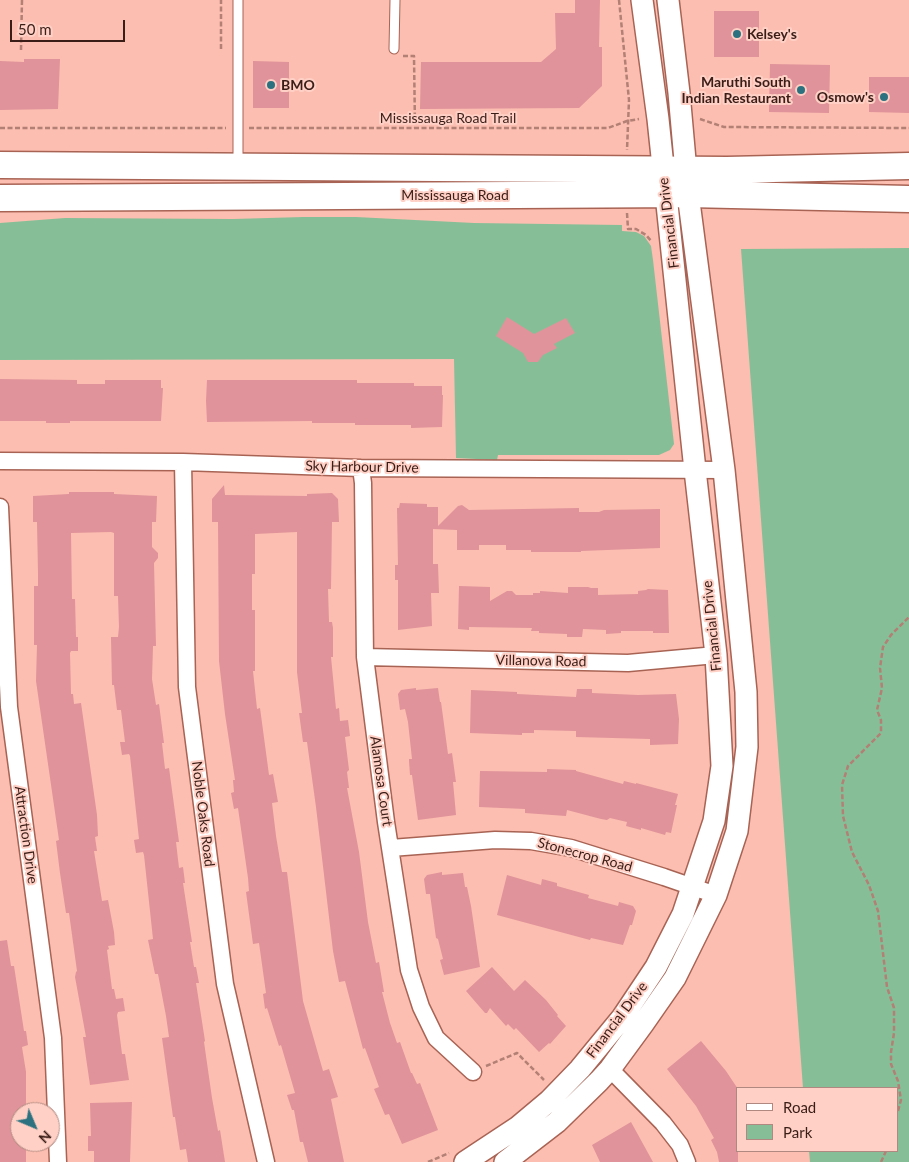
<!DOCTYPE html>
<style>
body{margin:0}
#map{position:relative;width:909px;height:1162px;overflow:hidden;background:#fcbeb0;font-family:Lato,sans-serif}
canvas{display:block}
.legend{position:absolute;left:736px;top:1087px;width:162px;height:65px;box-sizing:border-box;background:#ffd0c5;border:1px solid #b0887f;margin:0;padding:6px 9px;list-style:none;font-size:15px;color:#3a1d17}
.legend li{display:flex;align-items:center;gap:10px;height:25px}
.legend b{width:25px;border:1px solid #b0887f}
.north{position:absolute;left:10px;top:1102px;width:50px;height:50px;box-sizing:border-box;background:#ffd0c5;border:1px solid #b0887f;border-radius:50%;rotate:135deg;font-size:14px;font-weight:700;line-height:20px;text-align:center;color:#3a1d17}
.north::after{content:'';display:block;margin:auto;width:18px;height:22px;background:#2b717f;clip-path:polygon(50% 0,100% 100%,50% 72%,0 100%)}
.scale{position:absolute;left:10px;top:20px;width:115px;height:22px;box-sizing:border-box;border:2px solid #3a1d17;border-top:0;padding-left:6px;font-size:15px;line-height:18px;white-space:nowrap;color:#3a1d17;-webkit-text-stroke:4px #ffd0c5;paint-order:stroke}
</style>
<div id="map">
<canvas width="909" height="1162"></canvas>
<ul class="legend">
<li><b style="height:6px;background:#fff"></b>Road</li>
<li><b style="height:14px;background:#86bf97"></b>Park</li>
</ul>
<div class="north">N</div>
<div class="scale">50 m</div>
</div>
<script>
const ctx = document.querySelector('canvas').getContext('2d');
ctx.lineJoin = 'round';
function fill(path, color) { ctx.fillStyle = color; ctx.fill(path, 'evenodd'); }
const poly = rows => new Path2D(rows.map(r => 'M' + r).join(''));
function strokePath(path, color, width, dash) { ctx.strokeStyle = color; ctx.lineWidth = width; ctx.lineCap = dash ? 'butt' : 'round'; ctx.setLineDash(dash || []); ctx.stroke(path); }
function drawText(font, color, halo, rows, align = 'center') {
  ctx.font = font + ' Lato,sans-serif'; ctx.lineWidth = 4; ctx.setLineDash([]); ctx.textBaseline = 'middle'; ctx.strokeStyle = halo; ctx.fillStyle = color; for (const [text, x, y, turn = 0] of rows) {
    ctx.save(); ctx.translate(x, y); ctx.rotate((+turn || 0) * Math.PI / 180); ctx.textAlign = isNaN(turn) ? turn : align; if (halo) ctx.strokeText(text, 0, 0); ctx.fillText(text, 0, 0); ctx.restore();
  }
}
const green = poly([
 [303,217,356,217,474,223,622,225,622,231,636,232,644,236,651,246,653,260,674,444,670,450,659,455,498,455,497,460,456,458,454,359,0,360,0,223,65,218,233,219],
 [909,248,909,1162,810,1162,809,1151,898,1151,898,1088,803,1088,741,249]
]);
const building = poly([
 [575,0,600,0,599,47,602,47,602,86,579,108,420,109,421,62,541,62,556,49,555,13,575,13],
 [714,11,759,11,759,57,714,57],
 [24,59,60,59,58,109,0,110,0,61,24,62],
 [253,61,289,62,289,108,253,108],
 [770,64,830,65,829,113,769,112],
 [869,77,909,77,909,113,869,112],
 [507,317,534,334,566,318,575,333,554,344,557,348,543,355,538,362,528,362,523,353,496,336],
 [0,379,77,380,77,384,105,384,105,380,161,380,161,388,163,388,161,421,70,421,70,423,46,423,46,421,0,421],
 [207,380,357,380,357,383,414,383,414,386,442,386,442,395,443,395,442,427,411,428,411,425,355,425,355,423,312,423,312,421,207,422,206,401],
 [224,485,225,495,307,496,307,494,332,493,338,499,339,522,332,522,331,589,328,589,329,622,332,622,333,628,333,657,331,657,336,709,339,708,340,721,348,720,350,736,345,737,349,770,347,772,349,788,347,788,359,852,368,922,376,963,379,962,384,992,382,992,390,1023,397,1043,400,1042,411,1073,412,1073,417,1084,420,1083,438,1130,402,1144,389,1114,385,1115,374,1089,379,1087,365,1048,363,1049,345,981,339,982,333,951,316,807,307,742,303,742,299,713,302,713,297,672,297,532,255,534,255,574,252,574,252,610,255,610,255,671,253,671,257,709,260,708,269,775,273,774,278,802,272,803,276,836,282,872,287,872,303,1001,323,1071,329,1069,338,1097,331,1099,344,1162,308,1162,303,1142,300,1142,294,1110,292,1110,287,1095,295,1093,281,1045,279,1046,267,1008,265,1009,263,994,266,993,259,943,253,944,246,892,249,891,248,878,238,808,234,809,231,793,234,792,233,780,235,780,225,714,219,661,218,522,212,522,212,499],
 [69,492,114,492,114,494,157,496,156,522,152,522,152,547,158,553,158,558,154,563,156,646,153,646,152,679,156,705,159,704,164,743,162,743,165,769,169,768,179,842,176,842,179,868,183,867,185,883,183,883,192,942,190,942,194,967,196,967,199,983,196,983,205,1041,204,1042,212,1098,218,1131,220,1130,225,1162,188,1162,186,1149,180,1150,175,1117,173,1117,162,1038,169,1037,166,1016,158,974,155,974,148,940,153,939,144,855,143,852,136,853,134,840,139,839,130,756,129,754,122,755,120,742,125,742,121,710,117,710,114,685,112,685,111,637,118,637,119,627,118,596,114,596,114,533,111,532,71,533,72,599,75,599,76,637,78,637,78,651,71,651,70,653,71,694,73,694,74,704,81,703,97,815,98,836,95,837,97,851,94,851,102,901,108,900,114,932,115,945,108,946,109,949,107,950,112,989,114,989,116,999,123,998,125,1011,118,1012,117,1015,122,1054,125,1054,129,1080,90,1085,83,1037,86,1037,75,977,76,972,77,971,69,913,66,913,60,873,56,841,59,840,36,681,37,645,34,645,34,586,38,586,38,573,37,522,33,522,33,496,69,494],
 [400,503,427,504,427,507,438,507,438,526,458,506,462,505,469,510,579,508,579,512,599,512,604,510,660,509,660,548,581,551,581,552,531,552,531,550,506,550,506,545,479,545,479,550,457,550,457,530,433,529,433,564,438,564,439,593,431,593,432,626,398,630,398,580,395,580,395,565,398,565,397,508,399,508],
 [459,586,490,587,490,601,507,591,512,591,516,595,533,595,533,593,540,593,540,591,568,593,568,587,588,587,591,588,598,588,598,595,638,594,638,591,646,590,648,589,668,590,669,633,653,633,653,631,621,631,621,633,606,634,606,630,583,629,582,637,567,637,567,634,539,633,539,631,531,631,532,628,469,627,469,630,458,629],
 [416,688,416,690,438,688,440,702,441,702,448,754,452,753,456,782,453,782,456,815,418,820,412,775,410,775,409,761,409,759,412,759,408,722,405,709,400,710,398,694,401,690],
 [577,689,592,689,592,693,638,695,676,694,679,719,678,744,650,745,650,739,576,737,576,731,534,730,534,733,522,733,522,735,470,733,471,690,517,692,517,694,576,697],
 [547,769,576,770,576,771,623,784,624,781,636,784,636,783,678,794,675,805,677,805,671,833,666,832,665,835,641,828,641,830,626,826,627,822,610,818,607,820,601,819,567,810,566,816,525,813,525,809,479,807,480,771,547,772],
 [442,872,442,875,463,873,465,887,467,887,471,906,480,967,444,975,440,960,443,959,438,939,436,938,430,894,426,894,424,879,427,875],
 [507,875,541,885,542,879,557,883,557,886,589,895,588,898,618,906,619,902,633,906,636,911,632,925,630,925,623,945,591,938,590,940,497,915],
 [7,940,11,966,14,966,24,1031,26,1031,28,1045,22,1047,26,1072,26,1112,20,1112,20,1142,26,1142,26,1162,0,1162,0,941],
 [492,967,514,991,525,980,546,1000,558,1015,557,1016,566,1026,550,1044,549,1043,539,1052,516,1028,514,1030,508,1024,506,1026,490,1008,487,1013,485,1013,466,991],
 [701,1041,726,1071,738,1089,738,1162,719,1162,717,1152,711,1140,714,1138,696,1106,667,1069],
 [132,1102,130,1162,94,1162,94,1151,88,1151,88,1136,91,1136,90,1103],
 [631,1122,653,1162,600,1162,592,1145]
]);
const path = poly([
 [619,0,629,100,627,150],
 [221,49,221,0],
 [21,50,22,0],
 [403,56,414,56,415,128],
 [700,119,724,127,909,128],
 [0,128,226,128],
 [249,128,608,128,627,121,639,119],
 [627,213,628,229,636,229,646,235,652,242],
 [486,1066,517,1053,544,1080],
 [898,1111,901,1100,898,1081,891,1064,891,1052,894,1033,894,1008,887,987,878,911,869,885,852,852,843,816,842,785,848,766,881,733,881,720,877,710,882,688,880,668,883,647,891,635,909,617],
 [428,1162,449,1153],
 [881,1162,886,1151]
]);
const service = poly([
 [238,0,238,164],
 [394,49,395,0]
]);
const minor = poly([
 [0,461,183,462,361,468,724,470],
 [183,462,187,687,225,984,266,1162],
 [361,468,363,483,365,657,386,822,409,970,421,1007,436,1038,473,1072],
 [0,507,9,707,53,1038,58,1162],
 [365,657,628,663,716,655],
 [391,848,495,840,531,841,571,848,664,877,716,895],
 [610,1069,663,1123,680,1145,687,1162]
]);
const tertiary = poly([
 [465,1162,518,1127,549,1101,580,1069,622,1018,656,967,683,914,714,821,722,766,716,655,695,470,658,119,642,0],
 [505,1162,557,1122,599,1081,610,1069,643,1024,675,978,716,895,737,831,747,747,746,692,724,470,688,194,679,93,668,0]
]);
const primary = poly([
 [0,165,727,170,909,166],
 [0,198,688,194,909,199]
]);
const markers = [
 [737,34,5,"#2b717f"],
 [271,85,5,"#2b717f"],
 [801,90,5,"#2b717f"],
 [884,97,5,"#2b717f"]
];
const poiNames = [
 ["Kelsey's",747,34],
 ["Maruthi South",791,82,"right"],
 ["Indian Restaurant",791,98,"right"],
 ["BMO",281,85],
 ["Osmow's",874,97,"right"]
];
const streetNames = [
 ["Mississauga Road Trail",448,118],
 ["Mississauga Road",455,195],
 ["Financial Drive",669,223,-97],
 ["Sky Harbour Drive",362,467,1],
 ["Financial Drive",712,626,-96],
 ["Villanova Road",541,661,1],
 ["Alamosa Court",381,781,82],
 ["Noble Oaks Road",203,814,83],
 ["Attraction Drive",26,835,82],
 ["Stonecrop Road",585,855,15],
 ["Financial Drive",617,1020,-53]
];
fill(green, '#86bf97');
fill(building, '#e0939a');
strokePath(service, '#a86354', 11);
strokePath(minor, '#a86354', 19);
strokePath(tertiary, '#a86354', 24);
strokePath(primary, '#a86354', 29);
strokePath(path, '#b28075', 2.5, [5, 2.5]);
strokePath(service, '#fff', 9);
strokePath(minor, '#fff', 16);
strokePath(tertiary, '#fff', 21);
strokePath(primary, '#fff', 26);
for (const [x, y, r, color] of markers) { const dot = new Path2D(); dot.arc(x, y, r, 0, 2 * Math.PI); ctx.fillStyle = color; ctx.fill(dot); strokePath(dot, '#ffd0c5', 2); }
drawText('bold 14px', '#3a1d17', '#ffd0c5', poiNames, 'left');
drawText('14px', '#3a1d17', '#ffd0c5', streetNames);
</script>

● ● ●

ACTION ITEM -> When a line in the listing above holds the word "rows", copy it.

SOLUTION ->
const poly = rows => new Path2D(rows.map(r => 'M' + r).join(''));
function drawText(font, color, halo, rows, align = 'center') {
  ctx.font = font + ' Lato,sans-serif'; ctx.lineWidth = 4; ctx.setLineDash([]); ctx.textBaseline = 'middle'; ctx.strokeStyle = halo; ctx.fillStyle = color; for (const [text, x, y, turn = 0] of rows) {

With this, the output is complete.